Work to be completed — Give the data below again, word for word.

══ Information provided ══

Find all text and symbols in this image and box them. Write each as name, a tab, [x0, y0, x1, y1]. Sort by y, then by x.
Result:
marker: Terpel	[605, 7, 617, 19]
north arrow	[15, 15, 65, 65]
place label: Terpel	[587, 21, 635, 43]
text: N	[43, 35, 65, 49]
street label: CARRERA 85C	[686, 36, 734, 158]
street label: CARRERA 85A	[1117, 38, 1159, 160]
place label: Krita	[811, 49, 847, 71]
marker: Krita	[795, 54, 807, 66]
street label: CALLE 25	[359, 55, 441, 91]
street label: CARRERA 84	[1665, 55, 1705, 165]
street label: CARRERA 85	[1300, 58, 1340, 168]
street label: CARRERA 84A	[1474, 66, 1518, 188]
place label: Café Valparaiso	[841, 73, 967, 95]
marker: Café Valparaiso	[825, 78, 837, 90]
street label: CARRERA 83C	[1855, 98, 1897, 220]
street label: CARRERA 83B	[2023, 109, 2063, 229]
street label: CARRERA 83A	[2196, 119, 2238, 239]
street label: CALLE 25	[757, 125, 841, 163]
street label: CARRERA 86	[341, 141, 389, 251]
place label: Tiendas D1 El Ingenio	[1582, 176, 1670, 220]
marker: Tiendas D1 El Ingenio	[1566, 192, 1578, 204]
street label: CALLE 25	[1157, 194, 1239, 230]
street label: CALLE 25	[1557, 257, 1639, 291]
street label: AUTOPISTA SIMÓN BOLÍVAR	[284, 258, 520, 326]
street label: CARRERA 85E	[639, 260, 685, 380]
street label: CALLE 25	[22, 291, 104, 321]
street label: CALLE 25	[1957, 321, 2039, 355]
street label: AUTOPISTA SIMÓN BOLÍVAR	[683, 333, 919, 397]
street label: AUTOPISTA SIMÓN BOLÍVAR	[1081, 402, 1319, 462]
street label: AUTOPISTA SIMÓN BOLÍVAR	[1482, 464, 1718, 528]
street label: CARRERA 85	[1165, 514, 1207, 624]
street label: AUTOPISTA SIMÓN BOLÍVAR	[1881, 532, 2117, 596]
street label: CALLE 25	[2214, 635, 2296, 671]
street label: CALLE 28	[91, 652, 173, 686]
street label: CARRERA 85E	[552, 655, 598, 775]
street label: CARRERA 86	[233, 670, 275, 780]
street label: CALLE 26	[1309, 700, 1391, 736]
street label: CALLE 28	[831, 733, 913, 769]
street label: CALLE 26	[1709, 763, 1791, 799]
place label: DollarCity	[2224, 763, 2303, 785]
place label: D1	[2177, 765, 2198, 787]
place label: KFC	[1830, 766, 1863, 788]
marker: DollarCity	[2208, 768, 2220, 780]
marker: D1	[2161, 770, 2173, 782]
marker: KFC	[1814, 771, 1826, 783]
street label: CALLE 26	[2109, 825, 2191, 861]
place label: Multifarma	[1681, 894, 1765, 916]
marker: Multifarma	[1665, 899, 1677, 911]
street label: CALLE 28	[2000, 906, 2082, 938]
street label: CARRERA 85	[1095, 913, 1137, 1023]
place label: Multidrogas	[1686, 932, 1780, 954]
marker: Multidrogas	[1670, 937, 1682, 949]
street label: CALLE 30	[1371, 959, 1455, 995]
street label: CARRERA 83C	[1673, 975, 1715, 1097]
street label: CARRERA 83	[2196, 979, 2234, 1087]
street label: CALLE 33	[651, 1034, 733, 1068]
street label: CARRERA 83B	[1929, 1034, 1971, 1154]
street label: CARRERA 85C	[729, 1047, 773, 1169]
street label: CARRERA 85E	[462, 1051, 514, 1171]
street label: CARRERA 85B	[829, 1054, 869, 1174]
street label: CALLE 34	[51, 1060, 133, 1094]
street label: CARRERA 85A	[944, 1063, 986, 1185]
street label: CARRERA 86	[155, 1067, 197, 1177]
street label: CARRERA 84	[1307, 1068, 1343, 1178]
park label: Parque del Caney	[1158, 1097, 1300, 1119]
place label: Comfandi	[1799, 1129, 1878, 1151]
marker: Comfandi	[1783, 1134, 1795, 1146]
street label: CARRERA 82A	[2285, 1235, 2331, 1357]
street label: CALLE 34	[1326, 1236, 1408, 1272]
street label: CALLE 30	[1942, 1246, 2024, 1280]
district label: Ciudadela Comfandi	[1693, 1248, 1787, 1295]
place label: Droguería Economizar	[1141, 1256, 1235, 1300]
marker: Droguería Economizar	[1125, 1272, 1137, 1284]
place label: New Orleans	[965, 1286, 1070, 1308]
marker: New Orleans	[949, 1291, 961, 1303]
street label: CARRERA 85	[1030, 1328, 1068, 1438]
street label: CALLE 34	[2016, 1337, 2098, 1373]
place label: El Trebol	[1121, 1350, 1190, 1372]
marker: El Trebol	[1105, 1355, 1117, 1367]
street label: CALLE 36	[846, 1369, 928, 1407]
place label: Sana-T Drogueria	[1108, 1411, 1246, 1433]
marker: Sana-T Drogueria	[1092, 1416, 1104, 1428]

═══

Exercise solution —
Find all text and symbols in this image and box them. Write each as name, a tab, [x0, y0, x1, y1]. Sort by y, then by x.
Result:
marker: Terpel	[605, 7, 617, 19]
north arrow	[15, 15, 65, 65]
place label: Terpel	[587, 21, 635, 43]
text: N	[43, 35, 65, 49]
street label: CARRERA 85C	[686, 36, 734, 158]
street label: CARRERA 85A	[1117, 38, 1159, 160]
place label: Krita	[811, 49, 847, 71]
marker: Krita	[795, 54, 807, 66]
street label: CALLE 25	[359, 55, 441, 91]
street label: CARRERA 84	[1665, 55, 1705, 165]
street label: CARRERA 85	[1300, 58, 1340, 168]
street label: CARRERA 84A	[1474, 66, 1518, 188]
place label: Café Valparaiso	[841, 73, 967, 95]
marker: Café Valparaiso	[825, 78, 837, 90]
street label: CARRERA 83C	[1855, 98, 1897, 220]
street label: CARRERA 83B	[2023, 109, 2063, 229]
street label: CARRERA 83A	[2196, 119, 2238, 239]
street label: CALLE 25	[757, 125, 841, 163]
street label: CARRERA 86	[341, 141, 389, 251]
place label: Tiendas D1 El Ingenio	[1582, 176, 1670, 220]
marker: Tiendas D1 El Ingenio	[1566, 192, 1578, 204]
street label: CALLE 25	[1157, 194, 1239, 230]
street label: CALLE 25	[1557, 257, 1639, 291]
street label: AUTOPISTA SIMÓN BOLÍVAR	[284, 258, 520, 326]
street label: CARRERA 85E	[639, 260, 685, 380]
street label: CALLE 25	[22, 291, 104, 321]
street label: CALLE 25	[1957, 321, 2039, 355]
street label: AUTOPISTA SIMÓN BOLÍVAR	[683, 333, 919, 397]
street label: AUTOPISTA SIMÓN BOLÍVAR	[1081, 402, 1319, 462]
street label: AUTOPISTA SIMÓN BOLÍVAR	[1482, 464, 1718, 528]
street label: CARRERA 85	[1165, 514, 1207, 624]
street label: AUTOPISTA SIMÓN BOLÍVAR	[1881, 532, 2117, 596]
street label: CALLE 25	[2214, 635, 2296, 671]
street label: CALLE 28	[91, 652, 173, 686]
street label: CARRERA 85E	[552, 655, 598, 775]
street label: CARRERA 86	[233, 670, 275, 780]
street label: CALLE 26	[1309, 700, 1391, 736]
street label: CALLE 28	[831, 733, 913, 769]
street label: CALLE 26	[1709, 763, 1791, 799]
place label: DollarCity	[2224, 763, 2303, 785]
place label: D1	[2177, 765, 2198, 787]
place label: KFC	[1830, 766, 1863, 788]
marker: DollarCity	[2208, 768, 2220, 780]
marker: D1	[2161, 770, 2173, 782]
marker: KFC	[1814, 771, 1826, 783]
street label: CALLE 26	[2109, 825, 2191, 861]
place label: Multifarma	[1681, 894, 1765, 916]
marker: Multifarma	[1665, 899, 1677, 911]
street label: CALLE 28	[2000, 906, 2082, 938]
street label: CARRERA 85	[1095, 913, 1137, 1023]
place label: Multidrogas	[1686, 932, 1780, 954]
marker: Multidrogas	[1670, 937, 1682, 949]
street label: CALLE 30	[1371, 959, 1455, 995]
street label: CARRERA 83C	[1673, 975, 1715, 1097]
street label: CARRERA 83	[2196, 979, 2234, 1087]
street label: CALLE 33	[651, 1034, 733, 1068]
street label: CARRERA 83B	[1929, 1034, 1971, 1154]
street label: CARRERA 85C	[729, 1047, 773, 1169]
street label: CARRERA 85E	[462, 1051, 514, 1171]
street label: CARRERA 85B	[829, 1054, 869, 1174]
street label: CALLE 34	[51, 1060, 133, 1094]
street label: CARRERA 85A	[944, 1063, 986, 1185]
street label: CARRERA 86	[155, 1067, 197, 1177]
street label: CARRERA 84	[1307, 1068, 1343, 1178]
park label: Parque del Caney	[1158, 1097, 1300, 1119]
place label: Comfandi	[1799, 1129, 1878, 1151]
marker: Comfandi	[1783, 1134, 1795, 1146]
street label: CARRERA 82A	[2285, 1235, 2331, 1357]
street label: CALLE 34	[1326, 1236, 1408, 1272]
street label: CALLE 30	[1942, 1246, 2024, 1280]
district label: Ciudadela Comfandi	[1693, 1248, 1787, 1295]
place label: Droguería Economizar	[1141, 1256, 1235, 1300]
marker: Droguería Economizar	[1125, 1272, 1137, 1284]
place label: New Orleans	[965, 1286, 1070, 1308]
marker: New Orleans	[949, 1291, 961, 1303]
street label: CARRERA 85	[1030, 1328, 1068, 1438]
street label: CALLE 34	[2016, 1337, 2098, 1373]
place label: El Trebol	[1121, 1350, 1190, 1372]
marker: El Trebol	[1105, 1355, 1117, 1367]
street label: CALLE 36	[846, 1369, 928, 1407]
place label: Sana-T Drogueria	[1108, 1411, 1246, 1433]
marker: Sana-T Drogueria	[1092, 1416, 1104, 1428]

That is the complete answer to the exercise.